▶ INPUT MATERIAL
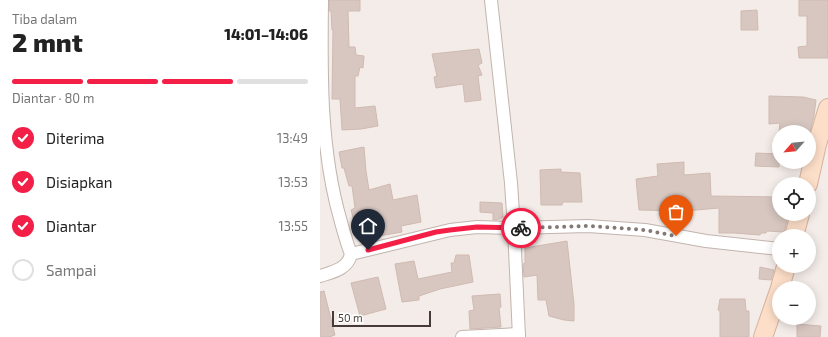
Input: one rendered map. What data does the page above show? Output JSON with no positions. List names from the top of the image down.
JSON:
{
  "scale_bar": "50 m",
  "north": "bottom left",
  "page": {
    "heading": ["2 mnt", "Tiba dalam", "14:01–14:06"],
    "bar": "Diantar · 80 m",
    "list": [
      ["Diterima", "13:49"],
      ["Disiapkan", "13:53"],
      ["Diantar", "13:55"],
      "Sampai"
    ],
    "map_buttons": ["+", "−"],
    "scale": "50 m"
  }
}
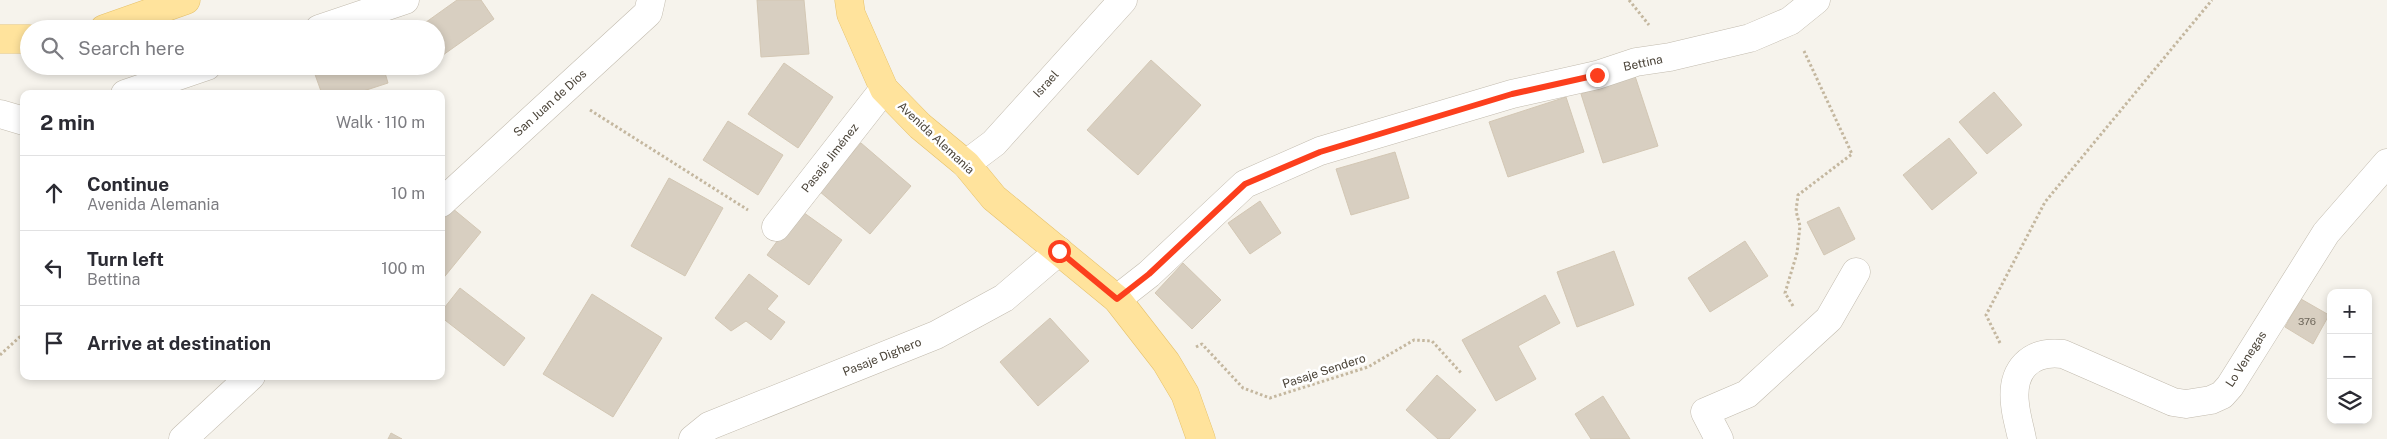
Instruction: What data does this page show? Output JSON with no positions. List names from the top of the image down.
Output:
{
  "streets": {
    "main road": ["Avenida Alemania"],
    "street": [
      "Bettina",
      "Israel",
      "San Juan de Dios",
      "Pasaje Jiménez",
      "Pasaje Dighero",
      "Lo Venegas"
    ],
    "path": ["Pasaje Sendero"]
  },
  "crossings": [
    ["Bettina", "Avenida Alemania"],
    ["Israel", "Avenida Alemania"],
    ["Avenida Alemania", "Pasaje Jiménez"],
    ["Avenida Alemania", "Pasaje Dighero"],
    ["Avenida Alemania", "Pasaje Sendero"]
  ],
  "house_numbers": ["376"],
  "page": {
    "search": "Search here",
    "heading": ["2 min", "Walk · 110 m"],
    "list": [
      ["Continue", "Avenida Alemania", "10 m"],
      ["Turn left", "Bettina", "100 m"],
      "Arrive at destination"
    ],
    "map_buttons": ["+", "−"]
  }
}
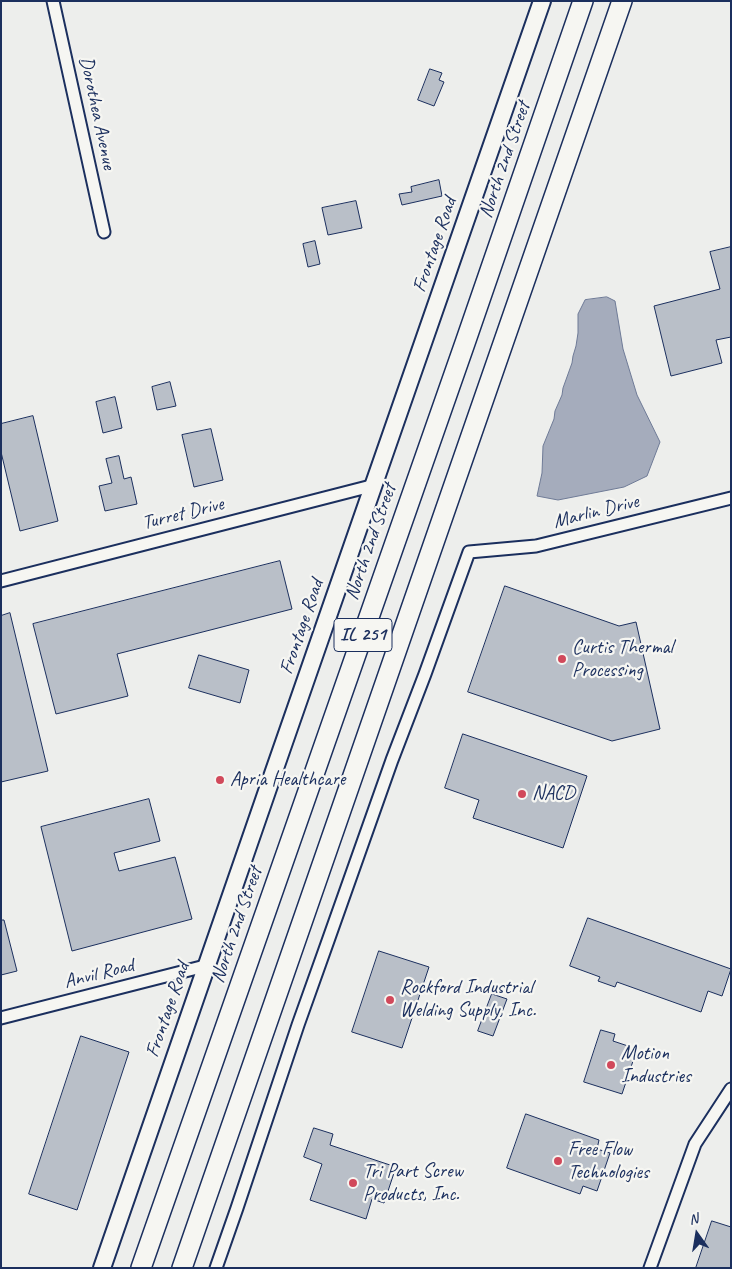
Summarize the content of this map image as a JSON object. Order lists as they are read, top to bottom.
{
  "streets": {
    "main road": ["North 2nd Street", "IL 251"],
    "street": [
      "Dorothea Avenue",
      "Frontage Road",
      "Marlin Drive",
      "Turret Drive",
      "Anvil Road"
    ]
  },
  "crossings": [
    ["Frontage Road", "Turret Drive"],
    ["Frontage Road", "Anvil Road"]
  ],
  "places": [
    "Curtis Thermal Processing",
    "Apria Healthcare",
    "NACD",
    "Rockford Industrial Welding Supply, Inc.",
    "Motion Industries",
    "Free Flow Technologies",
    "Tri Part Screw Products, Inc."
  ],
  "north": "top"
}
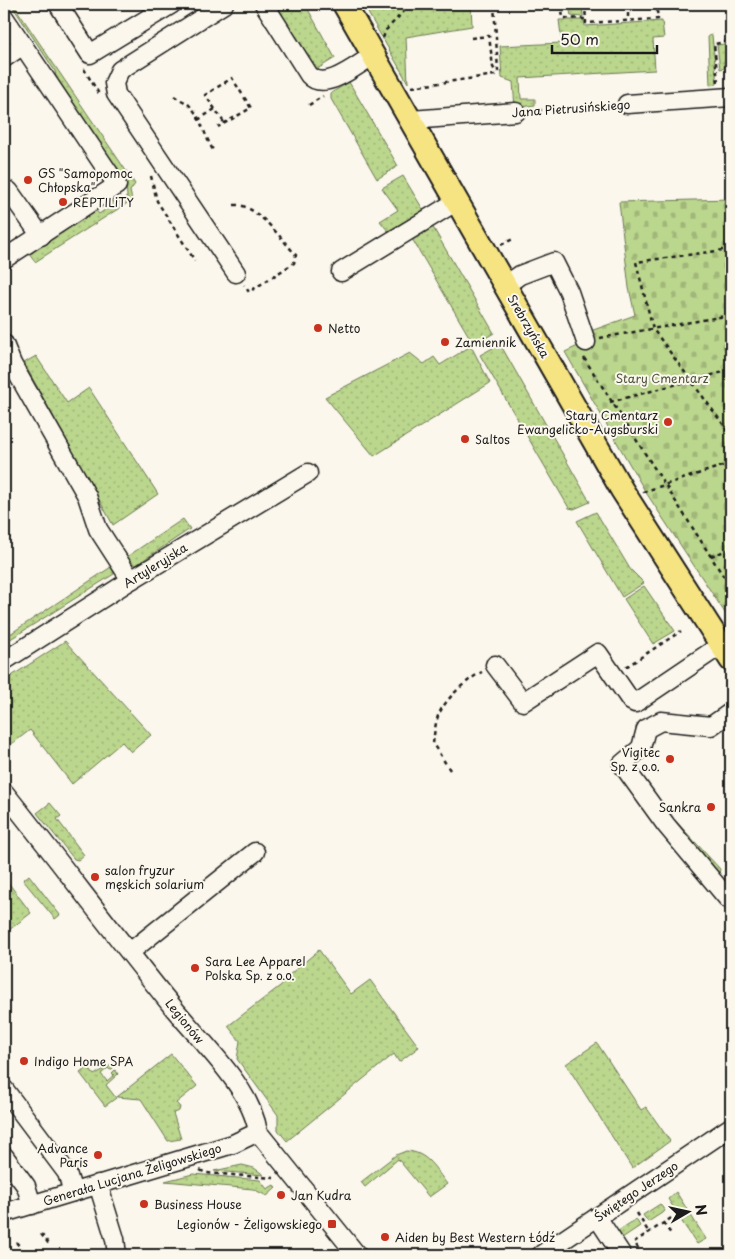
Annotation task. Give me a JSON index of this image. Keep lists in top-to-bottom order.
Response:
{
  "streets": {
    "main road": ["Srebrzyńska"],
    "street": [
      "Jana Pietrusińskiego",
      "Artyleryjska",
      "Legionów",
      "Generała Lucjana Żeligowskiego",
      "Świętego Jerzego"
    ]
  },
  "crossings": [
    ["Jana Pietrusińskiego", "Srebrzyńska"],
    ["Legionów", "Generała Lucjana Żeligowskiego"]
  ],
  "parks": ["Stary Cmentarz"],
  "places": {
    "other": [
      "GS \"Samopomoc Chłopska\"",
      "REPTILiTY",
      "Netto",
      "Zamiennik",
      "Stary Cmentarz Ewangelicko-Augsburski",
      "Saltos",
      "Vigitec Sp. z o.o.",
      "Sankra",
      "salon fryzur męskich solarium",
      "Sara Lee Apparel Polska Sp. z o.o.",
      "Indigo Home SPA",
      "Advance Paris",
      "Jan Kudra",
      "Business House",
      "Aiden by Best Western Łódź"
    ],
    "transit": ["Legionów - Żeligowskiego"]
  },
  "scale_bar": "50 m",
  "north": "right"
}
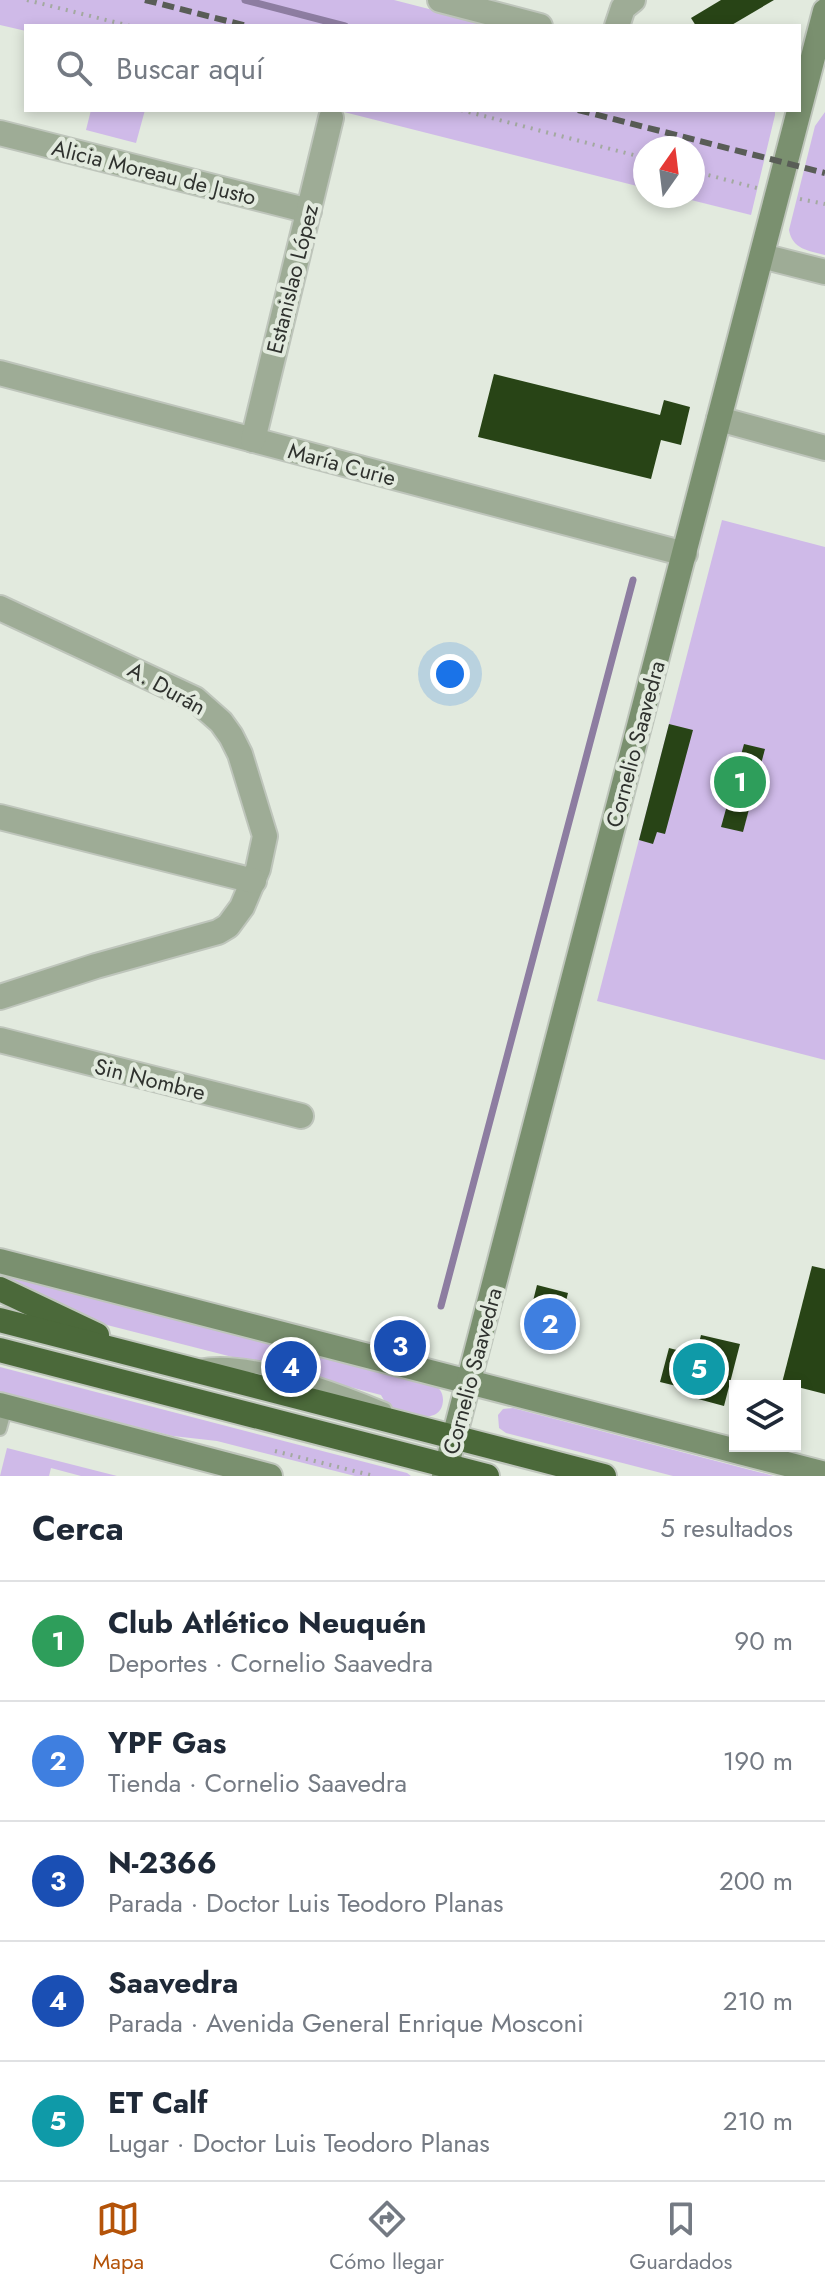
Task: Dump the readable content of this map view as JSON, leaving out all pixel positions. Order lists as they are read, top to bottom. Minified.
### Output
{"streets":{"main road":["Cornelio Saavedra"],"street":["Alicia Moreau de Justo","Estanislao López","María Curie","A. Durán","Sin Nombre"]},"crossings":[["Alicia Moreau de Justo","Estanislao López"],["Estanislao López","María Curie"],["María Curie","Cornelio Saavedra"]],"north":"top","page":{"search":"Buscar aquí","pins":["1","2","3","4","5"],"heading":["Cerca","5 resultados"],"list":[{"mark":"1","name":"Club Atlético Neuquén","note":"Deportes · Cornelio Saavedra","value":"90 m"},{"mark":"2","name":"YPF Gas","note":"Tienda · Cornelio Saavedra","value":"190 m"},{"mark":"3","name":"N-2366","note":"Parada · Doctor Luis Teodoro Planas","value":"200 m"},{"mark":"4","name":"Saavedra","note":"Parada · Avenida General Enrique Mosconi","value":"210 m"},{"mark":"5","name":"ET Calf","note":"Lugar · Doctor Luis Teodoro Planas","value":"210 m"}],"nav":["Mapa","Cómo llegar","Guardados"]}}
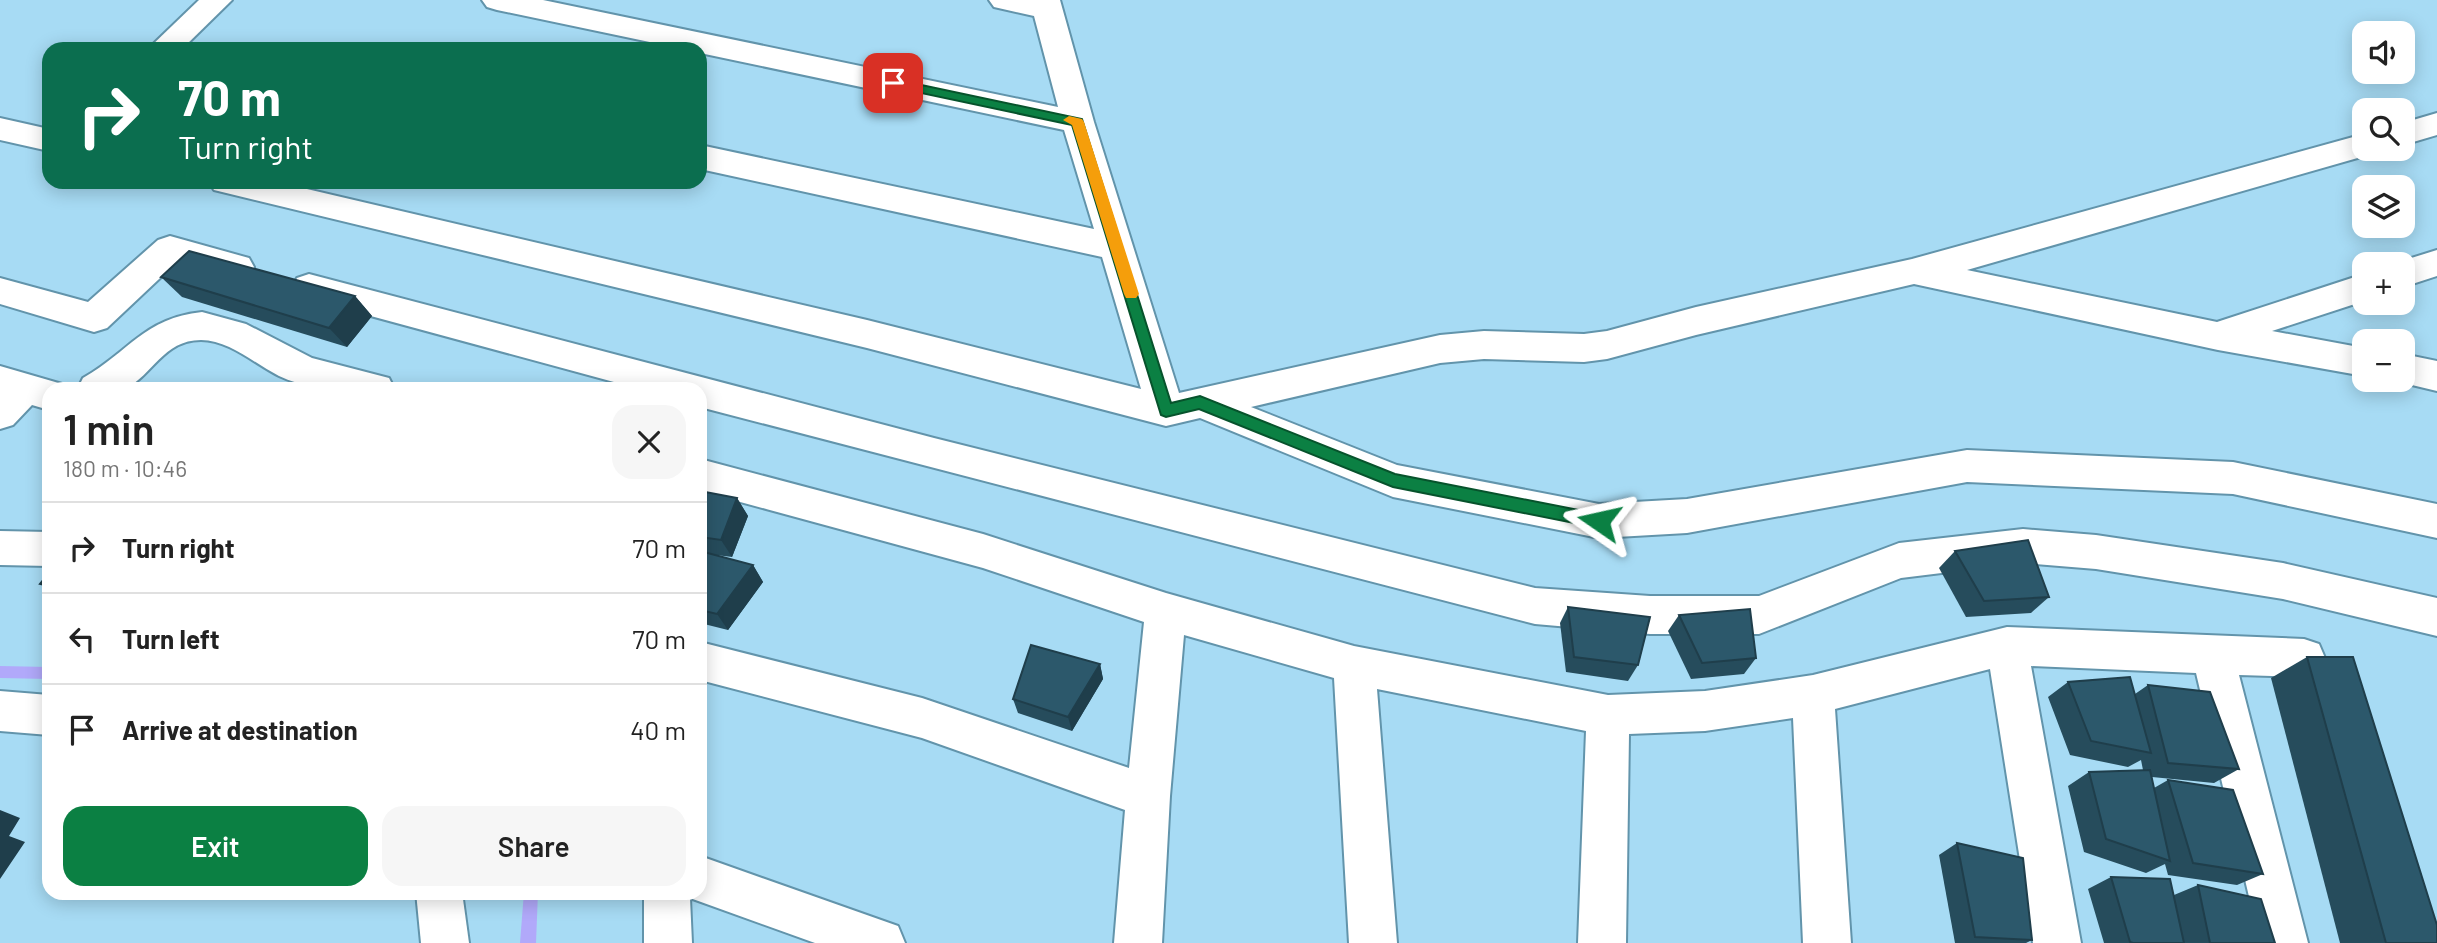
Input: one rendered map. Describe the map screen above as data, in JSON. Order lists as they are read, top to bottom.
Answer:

▶ PROBLEM
Respond with a number only: how many lines in the material contain the string "above"?

▶ SOLUTION FOR THIS PROBLEM
2